The USD/JPY pair traded near 155.50 on Tuesday, February 10, currently in a typical repricing phase. While this appears as exchange rate volatility on the surface, it fundamentally reflects a quiet loosening of market confidence in the US dollar. Although the Federal Reserve had implemented multiple interest rate cuts by 2025, driving a 9.4% depreciation in the dollar, this weakening trend did not halt at the start of 2026. Instead, it has intensified due to deeper structural issues.

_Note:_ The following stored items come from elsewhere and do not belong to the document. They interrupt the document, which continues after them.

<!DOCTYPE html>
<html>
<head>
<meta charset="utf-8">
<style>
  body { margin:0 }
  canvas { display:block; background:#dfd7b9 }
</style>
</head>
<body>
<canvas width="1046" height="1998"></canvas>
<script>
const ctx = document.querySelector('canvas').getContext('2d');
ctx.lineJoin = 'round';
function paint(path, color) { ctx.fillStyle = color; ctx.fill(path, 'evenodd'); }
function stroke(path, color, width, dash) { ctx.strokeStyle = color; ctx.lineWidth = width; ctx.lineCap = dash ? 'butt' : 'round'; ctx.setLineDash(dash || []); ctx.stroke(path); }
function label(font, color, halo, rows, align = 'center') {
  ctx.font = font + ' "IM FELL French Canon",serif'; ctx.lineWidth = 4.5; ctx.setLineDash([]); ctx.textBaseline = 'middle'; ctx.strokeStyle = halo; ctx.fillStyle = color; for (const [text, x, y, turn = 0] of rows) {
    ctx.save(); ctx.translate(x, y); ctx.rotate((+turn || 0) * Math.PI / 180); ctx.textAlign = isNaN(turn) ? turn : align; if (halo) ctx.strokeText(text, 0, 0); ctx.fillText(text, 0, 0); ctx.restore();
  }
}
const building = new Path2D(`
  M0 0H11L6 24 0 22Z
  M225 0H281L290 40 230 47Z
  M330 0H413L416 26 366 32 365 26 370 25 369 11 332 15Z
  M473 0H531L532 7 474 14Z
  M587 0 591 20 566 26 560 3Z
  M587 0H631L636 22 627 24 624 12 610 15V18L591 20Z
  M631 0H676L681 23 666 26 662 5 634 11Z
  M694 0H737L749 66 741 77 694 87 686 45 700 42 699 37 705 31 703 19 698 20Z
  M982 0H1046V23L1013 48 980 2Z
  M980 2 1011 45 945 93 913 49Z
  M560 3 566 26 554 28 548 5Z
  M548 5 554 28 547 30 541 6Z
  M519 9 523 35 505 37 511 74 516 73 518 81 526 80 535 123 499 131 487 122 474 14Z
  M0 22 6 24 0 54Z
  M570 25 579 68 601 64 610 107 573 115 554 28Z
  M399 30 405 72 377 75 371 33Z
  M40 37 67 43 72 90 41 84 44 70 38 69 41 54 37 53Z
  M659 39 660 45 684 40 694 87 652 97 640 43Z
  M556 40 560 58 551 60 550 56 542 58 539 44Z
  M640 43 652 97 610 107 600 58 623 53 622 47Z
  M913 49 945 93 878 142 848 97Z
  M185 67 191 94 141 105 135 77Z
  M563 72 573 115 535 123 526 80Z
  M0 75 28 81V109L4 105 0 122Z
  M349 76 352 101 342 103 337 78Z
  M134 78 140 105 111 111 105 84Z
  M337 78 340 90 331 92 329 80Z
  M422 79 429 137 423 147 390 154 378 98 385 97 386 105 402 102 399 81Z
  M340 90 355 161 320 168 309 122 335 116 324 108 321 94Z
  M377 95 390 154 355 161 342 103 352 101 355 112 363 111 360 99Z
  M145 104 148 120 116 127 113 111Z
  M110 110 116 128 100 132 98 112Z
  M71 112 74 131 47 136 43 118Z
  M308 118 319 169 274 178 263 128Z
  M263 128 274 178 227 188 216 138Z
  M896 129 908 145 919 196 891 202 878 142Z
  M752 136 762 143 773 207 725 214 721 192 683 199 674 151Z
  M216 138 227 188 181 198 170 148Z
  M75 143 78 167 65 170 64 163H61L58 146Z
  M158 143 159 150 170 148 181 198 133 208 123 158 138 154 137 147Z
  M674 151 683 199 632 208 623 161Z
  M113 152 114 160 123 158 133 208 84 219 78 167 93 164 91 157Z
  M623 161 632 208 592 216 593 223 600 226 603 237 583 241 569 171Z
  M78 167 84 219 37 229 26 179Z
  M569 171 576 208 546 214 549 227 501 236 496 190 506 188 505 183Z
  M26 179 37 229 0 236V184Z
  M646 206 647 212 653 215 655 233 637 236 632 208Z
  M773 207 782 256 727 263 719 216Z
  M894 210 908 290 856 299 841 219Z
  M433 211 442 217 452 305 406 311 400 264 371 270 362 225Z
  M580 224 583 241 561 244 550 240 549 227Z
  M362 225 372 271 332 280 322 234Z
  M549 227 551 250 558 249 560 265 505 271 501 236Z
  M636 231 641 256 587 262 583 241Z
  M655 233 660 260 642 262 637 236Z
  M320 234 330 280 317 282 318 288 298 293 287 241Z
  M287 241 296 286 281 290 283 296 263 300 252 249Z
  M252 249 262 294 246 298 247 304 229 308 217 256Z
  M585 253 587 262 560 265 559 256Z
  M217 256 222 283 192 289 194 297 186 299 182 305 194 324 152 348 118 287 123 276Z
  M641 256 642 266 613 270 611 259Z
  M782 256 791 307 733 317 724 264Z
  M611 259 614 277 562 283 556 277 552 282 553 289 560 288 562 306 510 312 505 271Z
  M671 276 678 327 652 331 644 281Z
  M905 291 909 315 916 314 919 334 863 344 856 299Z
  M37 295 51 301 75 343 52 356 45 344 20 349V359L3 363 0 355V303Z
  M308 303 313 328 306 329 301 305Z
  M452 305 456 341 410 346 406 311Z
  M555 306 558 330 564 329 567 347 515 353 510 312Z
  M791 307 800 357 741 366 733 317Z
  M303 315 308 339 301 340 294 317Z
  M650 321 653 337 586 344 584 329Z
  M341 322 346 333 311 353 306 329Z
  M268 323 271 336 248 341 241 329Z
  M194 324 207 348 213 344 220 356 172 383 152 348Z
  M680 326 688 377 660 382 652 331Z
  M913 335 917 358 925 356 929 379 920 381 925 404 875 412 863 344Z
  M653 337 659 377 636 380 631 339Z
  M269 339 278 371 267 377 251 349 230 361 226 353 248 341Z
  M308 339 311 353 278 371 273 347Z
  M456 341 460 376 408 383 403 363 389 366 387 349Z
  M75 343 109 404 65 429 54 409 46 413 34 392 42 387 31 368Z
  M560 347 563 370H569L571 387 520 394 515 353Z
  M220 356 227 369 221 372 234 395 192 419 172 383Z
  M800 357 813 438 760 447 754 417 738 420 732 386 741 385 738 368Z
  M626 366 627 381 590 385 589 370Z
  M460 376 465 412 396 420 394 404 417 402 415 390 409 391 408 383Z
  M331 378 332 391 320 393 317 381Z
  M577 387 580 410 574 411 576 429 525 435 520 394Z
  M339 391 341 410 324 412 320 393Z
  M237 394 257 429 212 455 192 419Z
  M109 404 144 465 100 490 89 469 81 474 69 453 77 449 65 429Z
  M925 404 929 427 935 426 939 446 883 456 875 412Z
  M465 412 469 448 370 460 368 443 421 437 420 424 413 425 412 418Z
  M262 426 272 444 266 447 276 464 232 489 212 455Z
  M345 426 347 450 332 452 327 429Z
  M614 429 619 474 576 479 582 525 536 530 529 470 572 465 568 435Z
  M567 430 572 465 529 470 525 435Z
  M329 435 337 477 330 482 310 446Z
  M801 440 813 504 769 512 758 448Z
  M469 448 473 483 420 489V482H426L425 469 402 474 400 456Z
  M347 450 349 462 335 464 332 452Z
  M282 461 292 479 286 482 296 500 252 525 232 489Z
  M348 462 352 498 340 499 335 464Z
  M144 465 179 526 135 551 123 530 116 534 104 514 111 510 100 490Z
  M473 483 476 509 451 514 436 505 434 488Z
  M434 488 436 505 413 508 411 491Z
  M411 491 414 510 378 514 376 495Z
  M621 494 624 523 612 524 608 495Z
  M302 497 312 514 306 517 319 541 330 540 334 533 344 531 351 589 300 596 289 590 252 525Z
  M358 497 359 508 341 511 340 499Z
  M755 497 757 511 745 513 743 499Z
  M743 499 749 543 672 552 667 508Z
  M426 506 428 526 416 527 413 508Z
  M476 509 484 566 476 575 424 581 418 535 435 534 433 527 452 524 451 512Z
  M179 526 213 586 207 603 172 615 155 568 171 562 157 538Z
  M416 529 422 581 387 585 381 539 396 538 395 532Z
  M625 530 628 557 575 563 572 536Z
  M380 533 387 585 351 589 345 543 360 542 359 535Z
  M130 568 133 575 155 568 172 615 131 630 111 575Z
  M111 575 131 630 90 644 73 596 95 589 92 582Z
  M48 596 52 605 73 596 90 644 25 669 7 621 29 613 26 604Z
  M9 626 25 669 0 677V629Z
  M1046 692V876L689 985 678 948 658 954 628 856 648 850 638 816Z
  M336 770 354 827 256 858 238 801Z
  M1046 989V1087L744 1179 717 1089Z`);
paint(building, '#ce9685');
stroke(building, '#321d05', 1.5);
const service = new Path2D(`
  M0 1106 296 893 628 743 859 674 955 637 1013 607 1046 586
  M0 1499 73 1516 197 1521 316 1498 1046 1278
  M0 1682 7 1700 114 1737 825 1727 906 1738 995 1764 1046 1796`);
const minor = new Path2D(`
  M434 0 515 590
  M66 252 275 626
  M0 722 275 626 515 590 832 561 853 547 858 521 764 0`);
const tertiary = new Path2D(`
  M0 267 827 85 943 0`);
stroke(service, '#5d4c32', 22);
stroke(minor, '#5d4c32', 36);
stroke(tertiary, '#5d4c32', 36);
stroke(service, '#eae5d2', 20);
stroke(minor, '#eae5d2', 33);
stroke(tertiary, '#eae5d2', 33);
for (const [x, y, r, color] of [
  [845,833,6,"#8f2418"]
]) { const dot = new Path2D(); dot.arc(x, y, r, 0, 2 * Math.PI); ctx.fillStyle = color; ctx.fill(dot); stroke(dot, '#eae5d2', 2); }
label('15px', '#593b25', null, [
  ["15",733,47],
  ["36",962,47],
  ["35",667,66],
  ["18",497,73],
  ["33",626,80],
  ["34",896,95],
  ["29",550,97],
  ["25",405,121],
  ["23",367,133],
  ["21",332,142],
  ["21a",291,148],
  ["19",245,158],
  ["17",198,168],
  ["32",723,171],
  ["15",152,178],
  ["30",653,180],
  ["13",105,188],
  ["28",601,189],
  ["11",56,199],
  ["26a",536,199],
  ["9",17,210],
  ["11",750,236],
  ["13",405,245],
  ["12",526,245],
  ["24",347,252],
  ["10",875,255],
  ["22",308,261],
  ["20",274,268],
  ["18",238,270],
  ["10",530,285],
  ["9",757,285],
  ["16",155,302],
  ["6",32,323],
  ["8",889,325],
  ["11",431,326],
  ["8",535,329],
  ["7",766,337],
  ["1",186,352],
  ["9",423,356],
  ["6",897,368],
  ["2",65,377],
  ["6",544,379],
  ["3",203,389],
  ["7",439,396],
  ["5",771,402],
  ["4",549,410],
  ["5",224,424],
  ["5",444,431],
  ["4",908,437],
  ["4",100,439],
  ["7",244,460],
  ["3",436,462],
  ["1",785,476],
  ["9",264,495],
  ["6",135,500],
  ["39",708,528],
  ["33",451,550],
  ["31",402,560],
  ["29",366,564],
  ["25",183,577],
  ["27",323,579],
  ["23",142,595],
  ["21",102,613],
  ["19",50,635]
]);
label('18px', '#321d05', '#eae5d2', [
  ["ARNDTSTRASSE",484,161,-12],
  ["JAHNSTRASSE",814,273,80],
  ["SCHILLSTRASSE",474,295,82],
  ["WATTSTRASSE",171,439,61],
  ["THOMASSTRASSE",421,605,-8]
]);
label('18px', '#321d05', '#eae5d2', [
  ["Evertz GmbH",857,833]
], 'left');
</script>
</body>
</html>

Analysis indicates that the key to the dollar's weakness lies not in short-term data but in a动摇 of medium to long-term narratives. The "American exceptionalism" that previously supported the dollar's strength is being challenged. A growing number of investors are beginning to question the sustainability of US finances and the ability of the Federal Reserve to maintain its policy independence. Even with the incoming new Chair, Warsh, taking office, the market has not regained confidence. Instead, it is focusing more on whether future policies will be consistent and sufficiently binding. These doubts directly depress the risk preference premium for dollar-denominated assets, making global capital more cautious in its allocation towards the dollar.
More critically, policy uncertainty itself is suppressing the dollar's "risk premium." Historically seen as a safe-haven currency, the dollar's safe-haven attributes are being discounted against a backdrop of high fiscal deficits and frequent political maneuvering. When the market no longer unconditionally believes in the stability of the dollar system, even if fundamentals are acceptable, the exchange rate will提前 reflect this "trust discount."
Why is the Yen Beginning to "Stand Tall"?
In stark contrast to the dollar's weakness, the yen is gradually emerging from the shadows of its own period of weakness. The driver behind the yen's strength is not just a weaker dollar, but a fundamental change in expectations regarding Japan's own policies. The most critical variable comes from monetary policy. There is a widespread market expectation that the Bank of Japan may discuss the scope for interest rate hikes at its April meeting. Although the magnitude of any hike may not be aggressive, simply sending a clear signal—a determination to move away from the era of ultra-loose policy—could be enough to alter the global investment community's valuation logic for yen-denominated assets. The foreign exchange market has always priced in future paths, not just current interest rate differentials. Once the market believes that the core level of yen interest rates will systemically rise, capital will naturally position itself accordingly in advance, pushing the exchange rate to adjust in the opposite direction.
Simultaneously, fiscal issues are becoming a new focal point for yen pricing. Japanese Prime Minister Sanae Takaichi has recently emphasized fiscal sustainability on multiple occasions, explicitly stating the goal of controlling the ratio of debt to economic size and pledging not to finance the planned sales tax cut on food through new bond issuance. While this statement appears to be a technical arrangement, it sends a strong signal of discipline: the government is attempting to rebuild market trust in Japan's public finances. If such policies can be consistently implemented, it could not only help reduce the risk premium embedded in long-term interest rates but may also, in turn, support the yen's exchange rate.
The Real Contest Behind Exchange Rates: A Battle of Trust
The current USD/JPY dynamic is no longer a simple carry trade game of "buy whichever currency offers higher interest rates." It is evolving into a comprehensive contest involving institutional credibility and fiscal discipline. Asset risk dashboards from research institutions show that foreign exchange risk scores have been declining since the start of 2026, even falling to their lowest levels since late 2021. However, this is not because the world has become safer; rather, it is primarily driven by the phase of dollar weakness.
When the dollar corrects, the unwinding of carry trades and adjustments to safe-haven positions often lead to a marginal cooling of foreign exchange volatility. Yet, the underlying risks hidden behind this phenomenon have not disappeared; they are merely temporarily masked. The true bellwether lies in whether the market is willing to continue paying a "premium" for the dollar, and whether it has begun to afford the yen some space for a "discount repair."
Currently, two main narratives are developing simultaneously. On one hand, discussions about Federal Reserve independence and fiscal sustainability continue to depress the dollar's risk premium. On the other hand, expectations for Bank of Japan rate hikes and signals of fiscal anchoring are gradually improving the long-term pricing foundation for the yen. As long as these two forces do not reverse, the trend of USD/JPY slowly converging towards levels below 150 will be difficult to break easily.